Records from a data source
──────
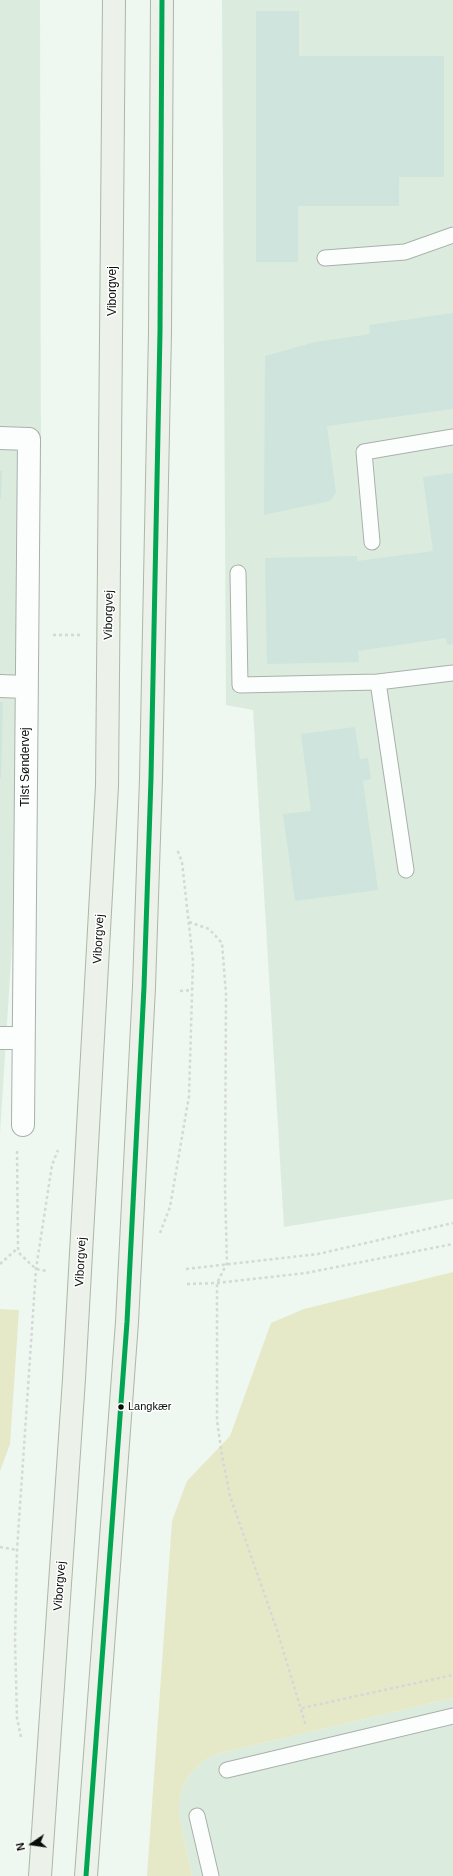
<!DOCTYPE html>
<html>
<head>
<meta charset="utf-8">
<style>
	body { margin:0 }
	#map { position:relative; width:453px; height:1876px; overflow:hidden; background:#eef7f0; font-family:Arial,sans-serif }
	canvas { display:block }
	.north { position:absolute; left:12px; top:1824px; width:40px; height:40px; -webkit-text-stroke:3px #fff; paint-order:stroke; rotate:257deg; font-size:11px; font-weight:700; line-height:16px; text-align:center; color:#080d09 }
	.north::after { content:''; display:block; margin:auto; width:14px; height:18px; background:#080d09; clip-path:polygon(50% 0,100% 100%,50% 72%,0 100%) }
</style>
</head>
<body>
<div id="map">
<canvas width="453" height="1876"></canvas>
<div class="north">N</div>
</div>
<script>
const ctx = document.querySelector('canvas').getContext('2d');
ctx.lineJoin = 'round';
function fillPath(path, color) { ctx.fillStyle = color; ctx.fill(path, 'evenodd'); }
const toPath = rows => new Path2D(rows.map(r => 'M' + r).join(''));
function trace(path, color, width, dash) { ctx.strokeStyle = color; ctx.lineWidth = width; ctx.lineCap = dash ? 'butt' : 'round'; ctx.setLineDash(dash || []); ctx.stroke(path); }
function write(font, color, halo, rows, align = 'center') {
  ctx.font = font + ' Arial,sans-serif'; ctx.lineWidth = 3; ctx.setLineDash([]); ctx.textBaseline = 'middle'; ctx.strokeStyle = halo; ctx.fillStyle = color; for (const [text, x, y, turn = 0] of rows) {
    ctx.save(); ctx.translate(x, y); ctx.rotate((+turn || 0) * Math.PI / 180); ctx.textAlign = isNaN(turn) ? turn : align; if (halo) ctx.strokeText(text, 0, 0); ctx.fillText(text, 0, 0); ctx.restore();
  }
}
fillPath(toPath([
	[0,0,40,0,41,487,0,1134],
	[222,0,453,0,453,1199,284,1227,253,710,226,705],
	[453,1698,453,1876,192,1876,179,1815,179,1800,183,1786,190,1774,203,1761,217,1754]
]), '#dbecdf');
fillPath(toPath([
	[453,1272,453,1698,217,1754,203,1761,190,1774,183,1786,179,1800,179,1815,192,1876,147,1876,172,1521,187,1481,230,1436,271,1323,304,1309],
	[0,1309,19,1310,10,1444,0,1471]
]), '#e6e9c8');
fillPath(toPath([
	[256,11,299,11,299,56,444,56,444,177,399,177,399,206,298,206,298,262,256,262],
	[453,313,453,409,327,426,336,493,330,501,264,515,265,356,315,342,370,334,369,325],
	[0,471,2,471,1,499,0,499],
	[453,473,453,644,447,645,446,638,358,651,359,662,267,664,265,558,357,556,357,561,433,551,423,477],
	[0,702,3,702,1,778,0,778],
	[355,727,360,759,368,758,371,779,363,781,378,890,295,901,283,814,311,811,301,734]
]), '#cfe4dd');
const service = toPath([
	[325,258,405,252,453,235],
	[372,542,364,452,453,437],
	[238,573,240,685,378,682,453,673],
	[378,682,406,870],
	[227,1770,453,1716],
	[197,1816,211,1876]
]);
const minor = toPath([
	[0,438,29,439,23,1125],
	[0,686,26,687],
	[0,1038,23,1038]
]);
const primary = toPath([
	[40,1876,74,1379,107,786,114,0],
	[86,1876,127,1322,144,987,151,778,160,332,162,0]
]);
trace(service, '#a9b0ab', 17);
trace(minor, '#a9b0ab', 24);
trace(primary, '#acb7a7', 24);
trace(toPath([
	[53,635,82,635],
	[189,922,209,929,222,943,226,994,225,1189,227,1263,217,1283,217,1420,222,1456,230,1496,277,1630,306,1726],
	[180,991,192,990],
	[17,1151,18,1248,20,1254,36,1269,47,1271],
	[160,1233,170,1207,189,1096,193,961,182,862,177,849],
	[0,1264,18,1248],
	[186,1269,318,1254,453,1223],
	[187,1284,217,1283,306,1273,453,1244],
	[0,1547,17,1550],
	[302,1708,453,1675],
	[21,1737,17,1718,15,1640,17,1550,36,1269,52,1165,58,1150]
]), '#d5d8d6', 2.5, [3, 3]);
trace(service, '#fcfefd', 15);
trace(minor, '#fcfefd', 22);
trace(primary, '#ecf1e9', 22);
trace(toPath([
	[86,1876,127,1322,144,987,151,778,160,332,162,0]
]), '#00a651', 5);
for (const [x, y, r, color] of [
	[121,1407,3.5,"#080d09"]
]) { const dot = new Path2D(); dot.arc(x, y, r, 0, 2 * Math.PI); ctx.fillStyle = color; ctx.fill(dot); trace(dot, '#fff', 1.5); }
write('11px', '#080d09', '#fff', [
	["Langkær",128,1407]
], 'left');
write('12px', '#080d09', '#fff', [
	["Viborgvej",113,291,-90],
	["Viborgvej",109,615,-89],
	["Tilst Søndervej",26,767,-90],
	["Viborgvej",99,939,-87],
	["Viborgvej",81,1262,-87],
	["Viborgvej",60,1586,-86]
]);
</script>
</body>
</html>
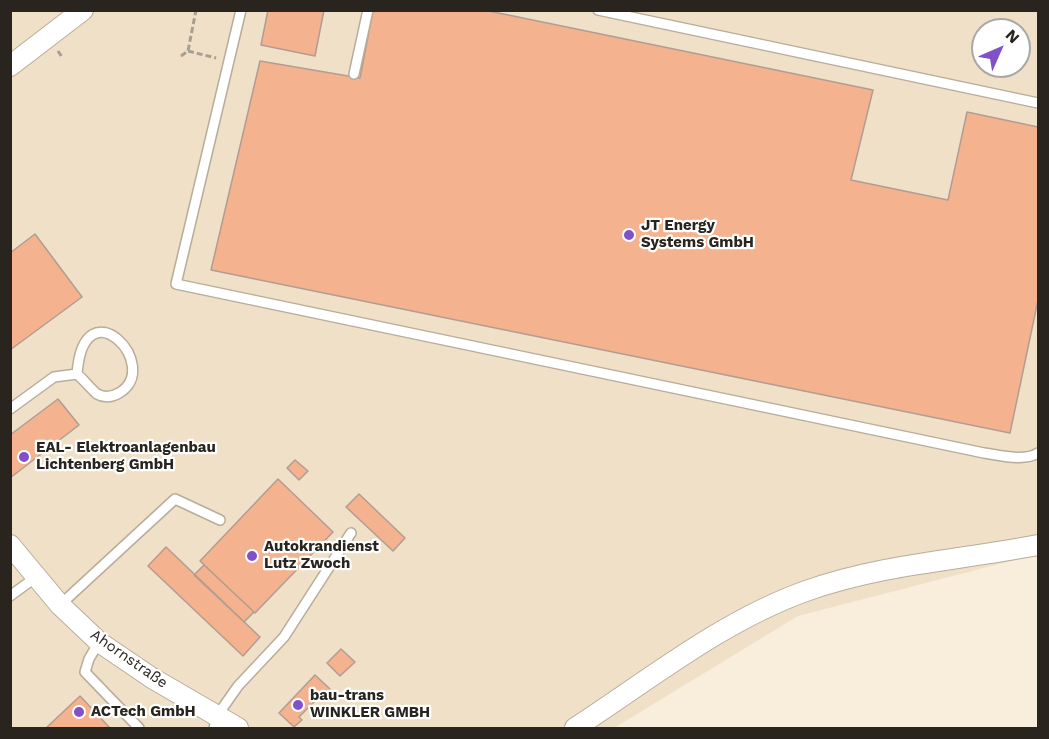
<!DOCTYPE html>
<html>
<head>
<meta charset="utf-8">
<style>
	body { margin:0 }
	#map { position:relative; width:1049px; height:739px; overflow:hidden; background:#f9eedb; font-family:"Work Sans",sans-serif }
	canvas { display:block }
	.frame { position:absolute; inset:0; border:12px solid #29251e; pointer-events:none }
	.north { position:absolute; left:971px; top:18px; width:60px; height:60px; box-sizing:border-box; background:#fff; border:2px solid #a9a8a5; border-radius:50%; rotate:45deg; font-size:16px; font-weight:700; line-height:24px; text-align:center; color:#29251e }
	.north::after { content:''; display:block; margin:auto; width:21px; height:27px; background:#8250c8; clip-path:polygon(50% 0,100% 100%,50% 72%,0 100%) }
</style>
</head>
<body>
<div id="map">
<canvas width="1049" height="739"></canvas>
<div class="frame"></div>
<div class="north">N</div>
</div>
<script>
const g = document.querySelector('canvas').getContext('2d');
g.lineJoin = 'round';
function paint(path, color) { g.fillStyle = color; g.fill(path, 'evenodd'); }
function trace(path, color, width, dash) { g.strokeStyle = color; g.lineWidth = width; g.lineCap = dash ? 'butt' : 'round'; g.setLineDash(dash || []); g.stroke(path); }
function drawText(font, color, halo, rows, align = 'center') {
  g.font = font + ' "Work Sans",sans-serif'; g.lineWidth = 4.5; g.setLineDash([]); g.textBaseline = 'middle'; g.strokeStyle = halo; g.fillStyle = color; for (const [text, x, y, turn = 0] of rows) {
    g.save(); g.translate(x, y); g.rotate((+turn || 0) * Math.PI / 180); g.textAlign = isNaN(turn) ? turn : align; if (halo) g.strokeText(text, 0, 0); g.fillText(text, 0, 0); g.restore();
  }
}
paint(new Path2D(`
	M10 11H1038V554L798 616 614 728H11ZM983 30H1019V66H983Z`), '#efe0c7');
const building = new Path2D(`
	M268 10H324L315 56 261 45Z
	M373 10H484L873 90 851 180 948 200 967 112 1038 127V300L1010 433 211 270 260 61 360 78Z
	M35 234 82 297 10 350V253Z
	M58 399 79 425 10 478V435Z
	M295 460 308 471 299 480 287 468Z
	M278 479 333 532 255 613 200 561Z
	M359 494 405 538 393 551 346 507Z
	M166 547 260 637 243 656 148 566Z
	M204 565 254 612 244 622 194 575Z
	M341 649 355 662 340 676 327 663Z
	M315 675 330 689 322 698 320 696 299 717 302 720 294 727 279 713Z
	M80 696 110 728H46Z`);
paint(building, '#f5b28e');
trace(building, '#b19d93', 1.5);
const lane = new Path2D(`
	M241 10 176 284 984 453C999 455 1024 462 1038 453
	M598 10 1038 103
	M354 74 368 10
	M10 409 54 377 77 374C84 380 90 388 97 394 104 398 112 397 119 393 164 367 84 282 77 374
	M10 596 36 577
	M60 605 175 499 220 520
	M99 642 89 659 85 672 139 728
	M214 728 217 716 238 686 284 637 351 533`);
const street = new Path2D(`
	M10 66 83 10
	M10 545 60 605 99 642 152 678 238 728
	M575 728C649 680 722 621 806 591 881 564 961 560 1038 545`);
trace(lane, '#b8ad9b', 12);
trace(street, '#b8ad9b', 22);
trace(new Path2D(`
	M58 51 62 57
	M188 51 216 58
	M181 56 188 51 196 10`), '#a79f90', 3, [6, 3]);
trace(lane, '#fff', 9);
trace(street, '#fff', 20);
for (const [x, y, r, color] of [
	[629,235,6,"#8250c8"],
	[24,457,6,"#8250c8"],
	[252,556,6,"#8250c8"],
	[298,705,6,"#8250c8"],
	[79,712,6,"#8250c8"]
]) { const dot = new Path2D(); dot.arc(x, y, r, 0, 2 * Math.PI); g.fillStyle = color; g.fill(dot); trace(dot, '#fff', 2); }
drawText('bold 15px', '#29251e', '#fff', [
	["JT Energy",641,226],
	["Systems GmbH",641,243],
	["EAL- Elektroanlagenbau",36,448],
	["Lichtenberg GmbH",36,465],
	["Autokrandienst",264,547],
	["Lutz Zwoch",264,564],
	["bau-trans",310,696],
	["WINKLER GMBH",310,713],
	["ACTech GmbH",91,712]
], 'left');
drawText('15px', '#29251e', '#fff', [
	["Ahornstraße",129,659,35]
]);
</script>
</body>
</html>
──────
Wherever the line holding "const toPath = rows" falls in the entries above, copy exactly from it through the line holding "[0,1309,19,1310,10,1444,0,1471]", inclusive, and add nothing.

* Solution to this exercise
const toPath = rows => new Path2D(rows.map(r => 'M' + r).join(''));
function trace(path, color, width, dash) { ctx.strokeStyle = color; ctx.lineWidth = width; ctx.lineCap = dash ? 'butt' : 'round'; ctx.setLineDash(dash || []); ctx.stroke(path); }
function write(font, color, halo, rows, align = 'center') {
  ctx.font = font + ' Arial,sans-serif'; ctx.lineWidth = 3; ctx.setLineDash([]); ctx.textBaseline = 'middle'; ctx.strokeStyle = halo; ctx.fillStyle = color; for (const [text, x, y, turn = 0] of rows) {
    ctx.save(); ctx.translate(x, y); ctx.rotate((+turn || 0) * Math.PI / 180); ctx.textAlign = isNaN(turn) ? turn : align; if (halo) ctx.strokeText(text, 0, 0); ctx.fillText(text, 0, 0); ctx.restore();
  }
}
fillPath(toPath([
	[0,0,40,0,41,487,0,1134],
	[222,0,453,0,453,1199,284,1227,253,710,226,705],
	[453,1698,453,1876,192,1876,179,1815,179,1800,183,1786,190,1774,203,1761,217,1754]
]), '#dbecdf');
fillPath(toPath([
	[453,1272,453,1698,217,1754,203,1761,190,1774,183,1786,179,1800,179,1815,192,1876,147,1876,172,1521,187,1481,230,1436,271,1323,304,1309],
	[0,1309,19,1310,10,1444,0,1471]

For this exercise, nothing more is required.